**Work instruction**
Repeat each line of the material word for word.
━━━ Excerpted data
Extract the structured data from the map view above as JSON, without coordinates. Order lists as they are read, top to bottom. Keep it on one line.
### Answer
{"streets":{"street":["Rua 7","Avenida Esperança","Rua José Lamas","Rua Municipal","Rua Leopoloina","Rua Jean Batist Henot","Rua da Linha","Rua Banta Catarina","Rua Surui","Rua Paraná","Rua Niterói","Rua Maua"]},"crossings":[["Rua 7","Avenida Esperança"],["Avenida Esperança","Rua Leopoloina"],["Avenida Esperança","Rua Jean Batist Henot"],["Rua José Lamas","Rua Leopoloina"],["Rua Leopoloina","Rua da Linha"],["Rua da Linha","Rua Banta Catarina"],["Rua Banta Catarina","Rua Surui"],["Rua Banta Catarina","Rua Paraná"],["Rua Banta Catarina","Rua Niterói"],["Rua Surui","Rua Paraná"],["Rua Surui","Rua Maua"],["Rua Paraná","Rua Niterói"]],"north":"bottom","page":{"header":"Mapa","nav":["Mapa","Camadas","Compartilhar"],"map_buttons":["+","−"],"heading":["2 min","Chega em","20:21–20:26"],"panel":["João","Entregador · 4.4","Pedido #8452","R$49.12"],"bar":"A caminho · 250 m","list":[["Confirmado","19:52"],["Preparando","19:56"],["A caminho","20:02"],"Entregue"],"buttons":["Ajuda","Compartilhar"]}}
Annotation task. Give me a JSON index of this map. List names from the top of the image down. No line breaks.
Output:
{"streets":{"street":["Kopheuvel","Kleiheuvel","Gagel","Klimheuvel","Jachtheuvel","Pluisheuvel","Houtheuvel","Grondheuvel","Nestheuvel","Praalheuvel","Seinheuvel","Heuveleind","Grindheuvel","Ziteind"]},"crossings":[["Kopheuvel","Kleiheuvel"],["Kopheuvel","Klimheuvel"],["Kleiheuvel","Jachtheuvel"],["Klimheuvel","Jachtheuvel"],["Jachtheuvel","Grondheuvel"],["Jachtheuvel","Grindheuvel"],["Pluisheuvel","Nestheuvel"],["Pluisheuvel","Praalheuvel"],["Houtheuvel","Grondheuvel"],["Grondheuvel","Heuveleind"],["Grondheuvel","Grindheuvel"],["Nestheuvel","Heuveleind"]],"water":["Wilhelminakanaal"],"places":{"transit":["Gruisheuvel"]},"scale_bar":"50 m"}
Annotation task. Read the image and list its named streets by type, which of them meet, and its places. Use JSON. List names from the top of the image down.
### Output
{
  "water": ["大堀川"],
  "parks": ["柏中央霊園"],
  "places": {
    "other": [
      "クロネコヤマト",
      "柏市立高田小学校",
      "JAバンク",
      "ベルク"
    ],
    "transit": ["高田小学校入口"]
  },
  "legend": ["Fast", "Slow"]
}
━━━━━━
**Written solution**
Extract the structured data from the map view above as JSON, without coordinates. Order lists as they are read, top to bottom. Keep it on one line.
### Answer
{"streets":{"street":["Rua 7","Avenida Esperança","Rua José Lamas","Rua Municipal","Rua Leopoloina","Rua Jean Batist Henot","Rua da Linha","Rua Banta Catarina","Rua Surui","Rua Paraná","Rua Niterói","Rua Maua"]},"crossings":[["Rua 7","Avenida Esperança"],["Avenida Esperança","Rua Leopoloina"],["Avenida Esperança","Rua Jean Batist Henot"],["Rua José Lamas","Rua Leopoloina"],["Rua Leopoloina","Rua da Linha"],["Rua da Linha","Rua Banta Catarina"],["Rua Banta Catarina","Rua Surui"],["Rua Banta Catarina","Rua Paraná"],["Rua Banta Catarina","Rua Niterói"],["Rua Surui","Rua Paraná"],["Rua Surui","Rua Maua"],["Rua Paraná","Rua Niterói"]],"north":"bottom","page":{"header":"Mapa","nav":["Mapa","Camadas","Compartilhar"],"map_buttons":["+","−"],"heading":["2 min","Chega em","20:21–20:26"],"panel":["João","Entregador · 4.4","Pedido #8452","R$49.12"],"bar":"A caminho · 250 m","list":[["Confirmado","19:52"],["Preparando","19:56"],["A caminho","20:02"],"Entregue"],"buttons":["Ajuda","Compartilhar"]}}
Annotation task. Give me a JSON index of this map. List names from the top of the image down. No line breaks.
Output:
{"streets":{"street":["Kopheuvel","Kleiheuvel","Gagel","Klimheuvel","Jachtheuvel","Pluisheuvel","Houtheuvel","Grondheuvel","Nestheuvel","Praalheuvel","Seinheuvel","Heuveleind","Grindheuvel","Ziteind"]},"crossings":[["Kopheuvel","Kleiheuvel"],["Kopheuvel","Klimheuvel"],["Kleiheuvel","Jachtheuvel"],["Klimheuvel","Jachtheuvel"],["Jachtheuvel","Grondheuvel"],["Jachtheuvel","Grindheuvel"],["Pluisheuvel","Nestheuvel"],["Pluisheuvel","Praalheuvel"],["Houtheuvel","Grondheuvel"],["Grondheuvel","Heuveleind"],["Grondheuvel","Grindheuvel"],["Nestheuvel","Heuveleind"]],"water":["Wilhelminakanaal"],"places":{"transit":["Gruisheuvel"]},"scale_bar":"50 m"}
Annotation task. Read the image and list its named streets by type, which of them meet, and its places. Use JSON. List names from the top of the image down.
### Output
{
  "water": ["大堀川"],
  "parks": ["柏中央霊園"],
  "places": {
    "other": [
      "クロネコヤマト",
      "柏市立高田小学校",
      "JAバンク",
      "ベルク"
    ],
    "transit": ["高田小学校入口"]
  },
  "legend": ["Fast", "Slow"]
}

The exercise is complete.